This article tries to list minimum amount of math which is required for some of the other articles.

Symbols used by this site

  • Scalars are in italics
    • $x$ and $y_0$ are scalars
  • Vectors are bolded
    • $\mathbf{x}$ and $\mathbf{\hat{x}}$ are vectors
  • Matrices are usually upper case letters without italics or bolding
    • $\mathrm{P}$ and $\mathrm{H}$ are matrices

Common symbols

  • $\mathrm{P}$ is $3\times4$ projection matrix
    • $\mathrm{P}=\mathrm{K}[\mathrm{R -R}\mathbf{C}]$
  • $\mathrm{K}$ is $3\times3$ camera calibration matrix
  • $\mathrm{R}$ is $3\times3$ rotation matrix
  • $\mathbf{C}$ is $3\times1$ vector presenting camera center
  • $\mathbf{T}$ is $3\times1$ vector presenting camera translation
    • $\mathbf{T}=-\mathrm{R}\mathbf{C}$
  • $\textbf{x}$ is $3\times1$ homogenous 2D point
  • $\textbf{l}$ is $3\times1$ homogenous 2D line
  • $\textbf{X}$ is $4\times1$ homogenous 3D point
  • $\mathrm{H}$ is $3\times3$ homography/transformation matrix
  • $\omega$ is scalar presenting the “scale” of homogenous coordinate

Vector dot product

Vector dot product is defined for all vectors regardless of the dimension.

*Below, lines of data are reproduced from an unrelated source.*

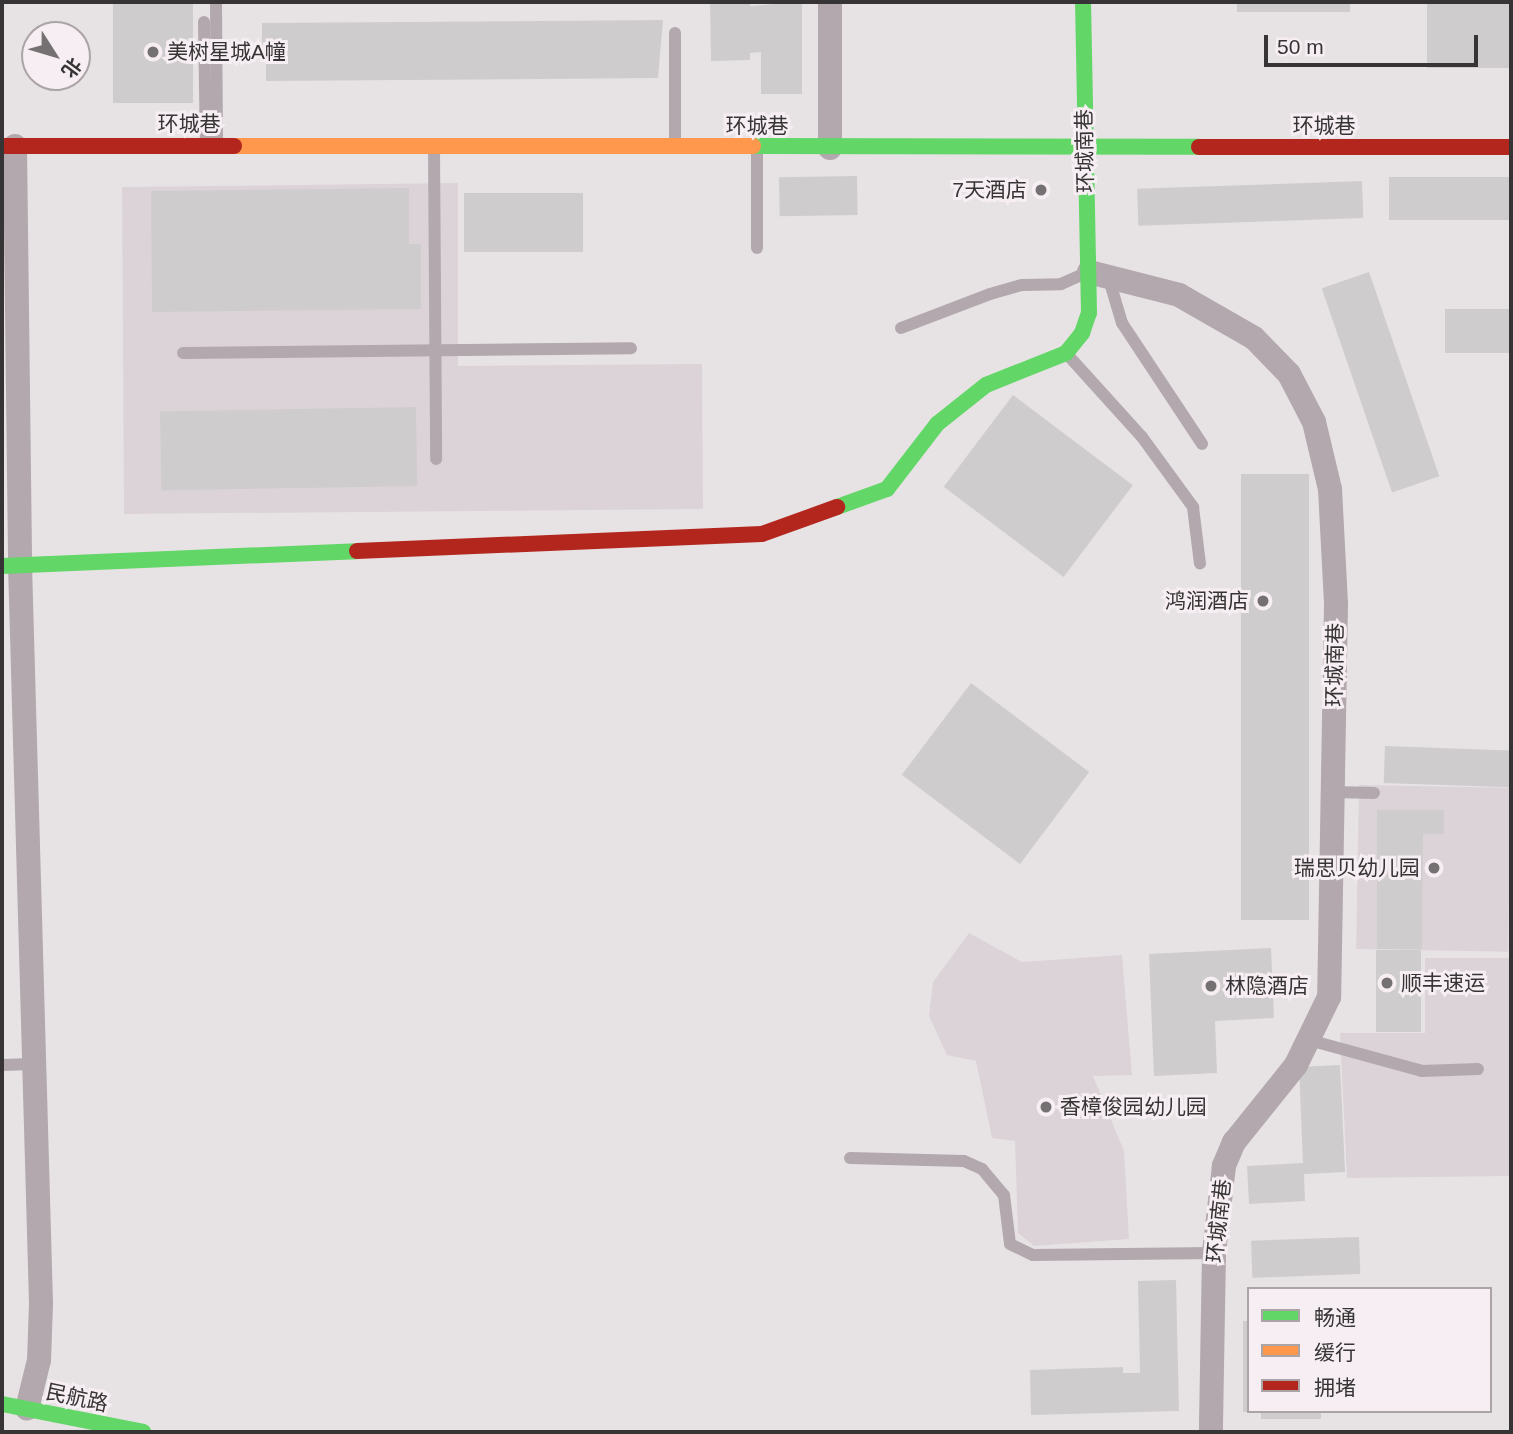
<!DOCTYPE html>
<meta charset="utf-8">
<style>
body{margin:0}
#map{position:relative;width:1513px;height:1434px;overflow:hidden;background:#e7e3e5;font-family:Arial,"Noto Sans SC",sans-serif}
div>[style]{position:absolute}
.built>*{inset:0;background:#dcd3d8;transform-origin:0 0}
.building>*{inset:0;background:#cfcccd;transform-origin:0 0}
.lane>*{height:12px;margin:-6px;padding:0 6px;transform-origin:6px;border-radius:6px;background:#b2a8ad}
.street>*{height:24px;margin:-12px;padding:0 12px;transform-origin:12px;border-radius:12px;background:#b2a8ad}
.fast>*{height:16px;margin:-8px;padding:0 8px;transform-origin:8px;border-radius:8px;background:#63d668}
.slow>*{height:16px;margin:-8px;padding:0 8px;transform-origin:8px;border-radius:8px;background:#ff974d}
.jam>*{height:16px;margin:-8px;padding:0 8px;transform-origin:8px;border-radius:8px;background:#b3261e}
.dots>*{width:19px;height:19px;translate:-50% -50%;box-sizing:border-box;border:4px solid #f6eef2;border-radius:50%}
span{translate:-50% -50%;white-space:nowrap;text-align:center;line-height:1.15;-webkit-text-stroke:6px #f6eef2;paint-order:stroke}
.poi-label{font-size:21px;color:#373435}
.left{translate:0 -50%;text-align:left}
.right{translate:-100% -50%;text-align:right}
.street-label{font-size:21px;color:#373435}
.frame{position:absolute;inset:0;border:4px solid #373435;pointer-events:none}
.legend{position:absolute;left:1247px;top:1287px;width:245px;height:126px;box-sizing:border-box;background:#f6eef2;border:2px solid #aaa4a6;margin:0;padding:9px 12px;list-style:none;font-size:21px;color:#373435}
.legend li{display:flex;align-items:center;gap:14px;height:35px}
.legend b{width:35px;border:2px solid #aaa4a6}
.north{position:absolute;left:21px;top:21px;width:70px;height:70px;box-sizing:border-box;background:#f6eef2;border:2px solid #aaa4a6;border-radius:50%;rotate:127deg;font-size:19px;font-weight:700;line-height:28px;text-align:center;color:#373435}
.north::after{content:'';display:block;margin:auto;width:24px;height:32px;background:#757173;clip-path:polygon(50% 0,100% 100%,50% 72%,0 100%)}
.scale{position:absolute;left:1264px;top:35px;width:214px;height:32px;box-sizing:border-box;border:4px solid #373435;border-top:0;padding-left:9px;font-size:21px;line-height:24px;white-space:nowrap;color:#373435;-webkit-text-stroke:5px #f6eef2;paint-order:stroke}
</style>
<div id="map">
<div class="built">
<div style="clip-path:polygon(458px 183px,458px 366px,702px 364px,703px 509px,124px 514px,122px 187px)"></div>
<div style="left:1359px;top:785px;width:152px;height:164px;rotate:1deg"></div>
<div style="clip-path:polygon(969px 933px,1022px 962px,1122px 955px,1132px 1075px,1093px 1076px,1124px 1151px,1129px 1239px,1034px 1246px,1018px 1233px,1015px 1141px,992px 1138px,976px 1061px,947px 1055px,929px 1016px,933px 982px)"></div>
<div style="clip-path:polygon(1425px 958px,1511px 958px,1511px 1176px,1347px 1178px,1340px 1033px,1425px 1033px)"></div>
</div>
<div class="building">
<div style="left:113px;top:2px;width:80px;height:101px"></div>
<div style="clip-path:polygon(710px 2px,750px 2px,750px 6px,802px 2px,802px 94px,761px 94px,761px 52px,750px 53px,750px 60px,711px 61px)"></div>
<div style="left:1237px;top:2px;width:113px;height:10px"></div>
<div style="left:1427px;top:2px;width:84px;height:66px"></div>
<div style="clip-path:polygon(663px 20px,658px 78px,266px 81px,266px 55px,262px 55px,262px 23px)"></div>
<div style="left:857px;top:176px;width:39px;height:78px;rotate:89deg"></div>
<div style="left:1389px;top:177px;width:122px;height:43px"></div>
<div style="left:1362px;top:181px;width:37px;height:225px;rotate:88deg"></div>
<div style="clip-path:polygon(409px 188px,409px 244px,421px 244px,421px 309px,152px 312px,151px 191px)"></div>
<div style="left:583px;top:193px;width:59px;height:119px;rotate:90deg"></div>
<div style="left:1369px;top:272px;width:216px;height:50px;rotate:71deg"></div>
<div style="left:1511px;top:309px;width:44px;height:66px;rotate:90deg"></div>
<div style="left:1013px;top:395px;width:150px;height:115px;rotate:37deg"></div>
<div style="left:416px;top:407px;width:79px;height:256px;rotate:89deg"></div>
<div style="left:1241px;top:474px;width:68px;height:446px"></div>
<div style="left:971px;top:683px;width:148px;height:115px;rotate:37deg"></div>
<div style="left:1385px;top:746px;width:126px;height:37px;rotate:2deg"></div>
<div style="clip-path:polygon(1377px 810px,1444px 810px,1444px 834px,1423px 834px,1422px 949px,1377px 949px)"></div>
<div style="clip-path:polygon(1271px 948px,1274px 1018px,1215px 1021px,1217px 1073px,1154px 1076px,1149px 954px)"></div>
<div style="left:1376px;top:950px;width:45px;height:82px"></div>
<div style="clip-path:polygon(1340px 1065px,1345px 1172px,1304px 1174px,1305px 1201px,1249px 1204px,1247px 1166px,1303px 1163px,1299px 1067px)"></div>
<div style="left:1359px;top:1237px;width:37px;height:108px;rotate:88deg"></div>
<div style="clip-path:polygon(1176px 1280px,1179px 1411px,1031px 1415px,1030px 1370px,1123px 1367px,1123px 1373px,1140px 1373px,1138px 1281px)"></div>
<div style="left:1243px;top:1321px;width:6px;height:91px"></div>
<div style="left:1261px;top:1411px;width:60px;height:8px"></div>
</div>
<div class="lane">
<div style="left:216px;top:2px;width:143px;rotate:89.6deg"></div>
<div style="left:204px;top:22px;width:123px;rotate:89.1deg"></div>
<div style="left:675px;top:145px;width:112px;rotate:-90deg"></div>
<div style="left:757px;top:147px;width:101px;rotate:90deg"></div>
<div style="left:434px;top:148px;width:311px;rotate:89.6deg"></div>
<div style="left:1108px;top:276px;width:49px;rotate:73.4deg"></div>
<div style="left:1122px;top:323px;width:145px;rotate:56.5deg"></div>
<div style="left:901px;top:328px;width:95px;rotate:-20.9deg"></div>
<div style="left:990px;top:294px;width:33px;rotate:-16deg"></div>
<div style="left:1022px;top:285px;width:39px;rotate:-1deg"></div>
<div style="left:1061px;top:284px;width:27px;rotate:-24deg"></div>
<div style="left:183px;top:353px;width:448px;rotate:-0.6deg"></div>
<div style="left:1066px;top:353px;width:113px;rotate:47.9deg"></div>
<div style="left:1142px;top:437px;width:87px;rotate:53.9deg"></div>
<div style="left:1193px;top:507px;width:57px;rotate:83deg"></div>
<div style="left:1334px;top:792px;width:40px;rotate:1.4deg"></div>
<div style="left:1309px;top:1040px;width:117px;rotate:15.3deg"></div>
<div style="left:1422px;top:1071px;width:56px;rotate:-2deg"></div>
<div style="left:2px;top:1065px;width:31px;rotate:-2deg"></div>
<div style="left:850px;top:1158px;width:114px;rotate:1.5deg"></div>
<div style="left:964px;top:1161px;width:20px;rotate:24deg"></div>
<div style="left:982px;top:1169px;width:34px;rotate:50deg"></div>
<div style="left:1004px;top:1195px;width:49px;rotate:83deg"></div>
<div style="left:1010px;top:1244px;width:25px;rotate:26deg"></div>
<div style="left:1033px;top:1255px;width:181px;rotate:-0.6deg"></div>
</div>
<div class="street">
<div style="left:830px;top:2px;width:146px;rotate:90deg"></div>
<div style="left:15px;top:146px;width:419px;rotate:89.3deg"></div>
<div style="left:20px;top:565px;width:739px;rotate:88.37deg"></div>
<div style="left:41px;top:1304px;width:56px;rotate:92deg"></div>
<div style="left:39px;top:1360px;width:50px;rotate:103.8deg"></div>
<div style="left:1089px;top:272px;width:93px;rotate:14.3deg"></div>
<div style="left:1179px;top:295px;width:86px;rotate:29.8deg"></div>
<div style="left:1254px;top:338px;width:50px;rotate:45.8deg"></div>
<div style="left:1289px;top:374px;width:54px;rotate:62.5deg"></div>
<div style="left:1314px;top:422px;width:69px;rotate:76.6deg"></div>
<div style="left:1330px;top:489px;width:115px;rotate:87deg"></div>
<div style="left:1336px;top:604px;width:393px;rotate:91deg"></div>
<div style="left:1329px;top:997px;width:76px;rotate:115.9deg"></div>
<div style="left:1296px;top:1065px;width:99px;rotate:128.8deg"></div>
<div style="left:1234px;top:1142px;width:26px;rotate:113deg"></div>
<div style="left:1224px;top:1166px;width:88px;rotate:96.6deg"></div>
<div style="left:1214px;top:1253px;width:179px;rotate:91deg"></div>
</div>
<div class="fast">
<div style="left:753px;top:146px;width:446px;rotate:0.1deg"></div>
<div style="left:837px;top:507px;width:53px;rotate:-19.8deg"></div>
<div style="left:887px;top:489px;width:82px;rotate:-52.4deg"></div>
<div style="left:937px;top:424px;width:63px;rotate:-38.5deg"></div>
<div style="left:986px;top:385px;width:86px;rotate:-21.8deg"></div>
<div style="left:1066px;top:353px;width:26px;rotate:-51deg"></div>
<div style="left:1082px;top:333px;width:21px;rotate:-71deg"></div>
<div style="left:1089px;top:313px;width:311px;rotate:-91.1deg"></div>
<div style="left:2px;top:566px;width:355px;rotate:-2.4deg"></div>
<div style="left:2px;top:1404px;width:144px;rotate:11.2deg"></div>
</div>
<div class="slow">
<div style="left:234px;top:146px;width:519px"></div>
</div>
<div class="jam">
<div style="left:2px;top:146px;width:232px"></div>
<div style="left:1199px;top:147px;width:312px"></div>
<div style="left:357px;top:551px;width:405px;rotate:-2.4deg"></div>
<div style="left:762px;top:534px;width:80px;rotate:-19.8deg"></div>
</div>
<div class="dots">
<div style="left:153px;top:52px;background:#757173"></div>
<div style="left:1041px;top:190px;background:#757173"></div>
<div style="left:1263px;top:601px;background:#757173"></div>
<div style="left:1434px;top:868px;background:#757173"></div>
<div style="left:1387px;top:983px;background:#757173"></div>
<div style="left:1211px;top:986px;background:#757173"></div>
<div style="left:1046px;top:1107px;background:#757173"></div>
</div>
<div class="poi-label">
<span class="left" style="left:167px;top:52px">美树星城A幢</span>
<span class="right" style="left:1027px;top:190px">7天酒店</span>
<span class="right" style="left:1249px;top:601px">鸿润酒店</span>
<span class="right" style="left:1420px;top:868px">瑞思贝幼儿园</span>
<span class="left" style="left:1401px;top:983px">顺丰速运</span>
<span class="left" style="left:1225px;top:986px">林隐酒店</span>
<span class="left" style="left:1060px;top:1107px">香樟俊园幼儿园</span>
</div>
<div class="street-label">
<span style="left:189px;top:124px">环城巷</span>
<span style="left:757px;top:126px">环城巷</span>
<span style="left:1324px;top:126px">环城巷</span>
<span style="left:1085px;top:151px;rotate:-91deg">环城南巷</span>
<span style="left:1335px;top:665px;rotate:-89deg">环城南巷</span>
<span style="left:1219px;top:1221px;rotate:-84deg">环城南巷</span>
<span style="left:77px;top:1398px;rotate:12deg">民航路</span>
</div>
<div class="frame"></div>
<ul class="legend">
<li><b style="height:9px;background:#63d668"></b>畅通</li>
<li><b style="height:9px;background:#ff974d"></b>缓行</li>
<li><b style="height:9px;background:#b3261e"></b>拥堵</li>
</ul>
<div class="north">北</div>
<div class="scale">50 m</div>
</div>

For two same size vectors, $\mathbf{a}=[a_1, a_2, …, a_n]$ and $\mathbf{b}=[b_1, b_2, …, b_n]$, dot product is defined as $\mathbf{a} \cdot \mathbf{b}=\sum_{i=1}^n a_ib_i$.

Dot product has also geometric interpretation: if the two vectors are interpreted to exist in euclidean space the dot product then relates to cosine of the angle between the two vectors. More specifically $\mathbf{a} \cdot \mathbf{b}=|\mathbf A|\,|\mathbf B|\cos\theta$ where $\theta$ is the angle between the vectors.

This geometric interpretation can be useful for example when similarity between two vectors is compared, if the two vectors point to same direction, angle between the vectors is small and therefore $\cos\theta$ is large. If the angle between the vectors is large $\cos\theta$ is small (or zero if the vectors are prependicular).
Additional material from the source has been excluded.